# DATA EXTRACTS:
#####

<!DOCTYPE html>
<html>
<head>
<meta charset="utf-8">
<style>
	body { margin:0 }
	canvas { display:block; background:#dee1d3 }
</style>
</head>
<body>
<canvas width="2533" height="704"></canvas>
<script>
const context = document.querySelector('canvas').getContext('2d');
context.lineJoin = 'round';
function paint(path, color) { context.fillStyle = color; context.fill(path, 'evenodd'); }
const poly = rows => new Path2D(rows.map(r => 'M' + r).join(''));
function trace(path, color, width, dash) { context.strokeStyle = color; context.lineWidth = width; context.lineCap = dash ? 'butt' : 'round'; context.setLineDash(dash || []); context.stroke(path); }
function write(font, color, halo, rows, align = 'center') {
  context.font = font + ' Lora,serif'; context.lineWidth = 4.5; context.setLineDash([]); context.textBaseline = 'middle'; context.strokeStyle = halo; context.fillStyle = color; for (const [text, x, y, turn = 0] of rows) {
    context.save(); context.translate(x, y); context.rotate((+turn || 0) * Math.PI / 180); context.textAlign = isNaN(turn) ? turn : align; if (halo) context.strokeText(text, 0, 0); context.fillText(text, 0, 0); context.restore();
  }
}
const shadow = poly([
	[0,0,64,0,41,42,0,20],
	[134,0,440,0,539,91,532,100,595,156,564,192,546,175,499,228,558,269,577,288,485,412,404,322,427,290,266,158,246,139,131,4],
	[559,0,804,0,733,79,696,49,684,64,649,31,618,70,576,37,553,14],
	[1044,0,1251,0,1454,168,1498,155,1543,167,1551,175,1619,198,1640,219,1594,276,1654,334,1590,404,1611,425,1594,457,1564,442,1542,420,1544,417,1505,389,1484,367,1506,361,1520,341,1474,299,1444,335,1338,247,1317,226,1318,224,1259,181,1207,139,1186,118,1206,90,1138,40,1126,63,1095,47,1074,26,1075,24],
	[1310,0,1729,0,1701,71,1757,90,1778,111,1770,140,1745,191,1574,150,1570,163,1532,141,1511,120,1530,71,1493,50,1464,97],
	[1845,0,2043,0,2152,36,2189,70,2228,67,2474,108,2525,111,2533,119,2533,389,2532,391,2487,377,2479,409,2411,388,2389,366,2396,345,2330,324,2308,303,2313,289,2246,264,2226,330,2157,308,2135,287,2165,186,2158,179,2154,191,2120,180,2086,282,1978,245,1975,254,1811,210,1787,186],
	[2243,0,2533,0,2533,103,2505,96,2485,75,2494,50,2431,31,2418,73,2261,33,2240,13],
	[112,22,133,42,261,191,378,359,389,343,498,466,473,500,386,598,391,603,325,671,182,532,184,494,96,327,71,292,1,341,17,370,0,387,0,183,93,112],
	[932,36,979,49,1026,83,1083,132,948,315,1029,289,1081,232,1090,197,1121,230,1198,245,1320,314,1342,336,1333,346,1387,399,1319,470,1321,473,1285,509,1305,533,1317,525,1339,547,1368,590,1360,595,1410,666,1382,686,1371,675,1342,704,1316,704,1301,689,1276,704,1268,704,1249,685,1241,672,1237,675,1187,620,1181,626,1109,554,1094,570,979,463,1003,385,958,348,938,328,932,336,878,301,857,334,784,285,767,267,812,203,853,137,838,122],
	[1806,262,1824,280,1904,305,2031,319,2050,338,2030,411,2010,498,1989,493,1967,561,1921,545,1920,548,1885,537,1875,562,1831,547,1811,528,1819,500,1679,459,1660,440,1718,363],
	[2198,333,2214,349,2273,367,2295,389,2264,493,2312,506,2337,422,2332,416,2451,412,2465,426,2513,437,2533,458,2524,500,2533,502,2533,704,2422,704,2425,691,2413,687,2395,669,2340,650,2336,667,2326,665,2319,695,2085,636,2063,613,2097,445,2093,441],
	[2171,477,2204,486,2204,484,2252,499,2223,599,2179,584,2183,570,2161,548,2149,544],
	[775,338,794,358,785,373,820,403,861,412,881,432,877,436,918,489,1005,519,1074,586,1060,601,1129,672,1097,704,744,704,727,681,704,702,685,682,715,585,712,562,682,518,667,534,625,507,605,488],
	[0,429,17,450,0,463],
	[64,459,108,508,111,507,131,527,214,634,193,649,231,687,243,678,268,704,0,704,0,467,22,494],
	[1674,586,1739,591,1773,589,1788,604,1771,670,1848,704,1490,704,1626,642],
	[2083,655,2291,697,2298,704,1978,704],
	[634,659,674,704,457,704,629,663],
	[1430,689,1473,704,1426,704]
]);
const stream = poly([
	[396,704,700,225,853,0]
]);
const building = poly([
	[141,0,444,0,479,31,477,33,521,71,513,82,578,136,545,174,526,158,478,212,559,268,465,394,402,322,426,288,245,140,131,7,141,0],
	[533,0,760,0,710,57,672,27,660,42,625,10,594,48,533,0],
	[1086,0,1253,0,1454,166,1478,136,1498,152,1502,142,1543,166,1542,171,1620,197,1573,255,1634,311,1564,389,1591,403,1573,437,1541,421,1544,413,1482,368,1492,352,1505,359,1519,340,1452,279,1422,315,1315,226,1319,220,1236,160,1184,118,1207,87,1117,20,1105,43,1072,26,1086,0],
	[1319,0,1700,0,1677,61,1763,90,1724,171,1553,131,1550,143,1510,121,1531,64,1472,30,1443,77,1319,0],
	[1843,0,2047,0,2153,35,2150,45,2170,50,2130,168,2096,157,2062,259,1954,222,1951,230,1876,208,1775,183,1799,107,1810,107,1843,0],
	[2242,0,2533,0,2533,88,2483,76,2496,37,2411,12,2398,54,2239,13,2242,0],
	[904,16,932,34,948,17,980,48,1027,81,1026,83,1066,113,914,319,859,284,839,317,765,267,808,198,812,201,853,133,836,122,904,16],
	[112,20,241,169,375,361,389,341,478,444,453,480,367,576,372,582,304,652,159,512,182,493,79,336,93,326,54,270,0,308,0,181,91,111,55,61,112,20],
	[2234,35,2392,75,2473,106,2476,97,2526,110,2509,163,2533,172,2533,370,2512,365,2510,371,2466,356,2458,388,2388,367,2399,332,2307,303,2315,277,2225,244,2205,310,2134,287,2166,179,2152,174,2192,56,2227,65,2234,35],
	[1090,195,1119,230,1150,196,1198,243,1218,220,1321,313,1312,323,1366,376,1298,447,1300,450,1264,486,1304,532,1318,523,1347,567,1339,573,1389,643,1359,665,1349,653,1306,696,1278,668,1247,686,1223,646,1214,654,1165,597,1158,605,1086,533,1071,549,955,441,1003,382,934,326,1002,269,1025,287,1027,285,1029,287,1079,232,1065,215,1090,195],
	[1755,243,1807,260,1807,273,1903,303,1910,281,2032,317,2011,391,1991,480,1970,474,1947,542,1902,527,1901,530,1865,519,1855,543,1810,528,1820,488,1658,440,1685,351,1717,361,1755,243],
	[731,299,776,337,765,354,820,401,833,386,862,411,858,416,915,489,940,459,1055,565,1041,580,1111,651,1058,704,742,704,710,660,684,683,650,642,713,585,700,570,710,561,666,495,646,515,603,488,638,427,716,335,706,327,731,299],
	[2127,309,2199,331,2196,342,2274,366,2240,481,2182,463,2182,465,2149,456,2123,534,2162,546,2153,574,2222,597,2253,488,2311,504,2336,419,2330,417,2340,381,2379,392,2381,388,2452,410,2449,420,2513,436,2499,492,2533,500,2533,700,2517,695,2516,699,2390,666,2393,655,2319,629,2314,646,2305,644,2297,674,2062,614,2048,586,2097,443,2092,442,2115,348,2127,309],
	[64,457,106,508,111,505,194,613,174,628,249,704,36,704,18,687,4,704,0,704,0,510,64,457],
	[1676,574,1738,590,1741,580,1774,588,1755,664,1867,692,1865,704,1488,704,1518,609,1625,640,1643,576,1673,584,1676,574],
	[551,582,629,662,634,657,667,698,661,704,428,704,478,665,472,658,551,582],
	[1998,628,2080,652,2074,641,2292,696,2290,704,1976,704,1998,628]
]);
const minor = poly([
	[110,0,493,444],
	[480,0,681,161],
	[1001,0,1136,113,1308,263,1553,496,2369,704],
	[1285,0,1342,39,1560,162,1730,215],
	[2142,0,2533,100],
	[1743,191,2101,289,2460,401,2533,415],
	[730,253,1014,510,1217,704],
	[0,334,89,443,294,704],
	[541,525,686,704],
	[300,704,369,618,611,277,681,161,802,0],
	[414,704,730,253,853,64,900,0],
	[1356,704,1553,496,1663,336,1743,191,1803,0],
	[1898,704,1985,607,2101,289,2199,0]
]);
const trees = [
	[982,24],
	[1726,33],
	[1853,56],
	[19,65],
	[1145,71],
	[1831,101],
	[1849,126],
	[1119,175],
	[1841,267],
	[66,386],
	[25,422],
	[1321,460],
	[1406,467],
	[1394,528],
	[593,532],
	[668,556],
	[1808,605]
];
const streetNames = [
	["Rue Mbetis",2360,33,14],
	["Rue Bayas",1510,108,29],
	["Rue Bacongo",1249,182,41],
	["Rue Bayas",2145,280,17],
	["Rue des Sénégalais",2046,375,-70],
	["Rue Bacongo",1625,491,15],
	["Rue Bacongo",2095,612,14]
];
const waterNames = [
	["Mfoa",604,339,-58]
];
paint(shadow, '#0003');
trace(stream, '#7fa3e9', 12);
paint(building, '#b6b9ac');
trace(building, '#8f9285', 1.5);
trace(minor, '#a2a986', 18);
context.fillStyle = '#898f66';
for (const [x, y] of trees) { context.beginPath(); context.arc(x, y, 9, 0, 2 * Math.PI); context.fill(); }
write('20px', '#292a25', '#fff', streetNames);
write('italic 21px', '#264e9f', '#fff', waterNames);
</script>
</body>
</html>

#####

# TASK INSTRUCTIONS:
Reply with the number of lines in the preceding entries that contain "function", and no other words.

# ANSWER SECTION:
3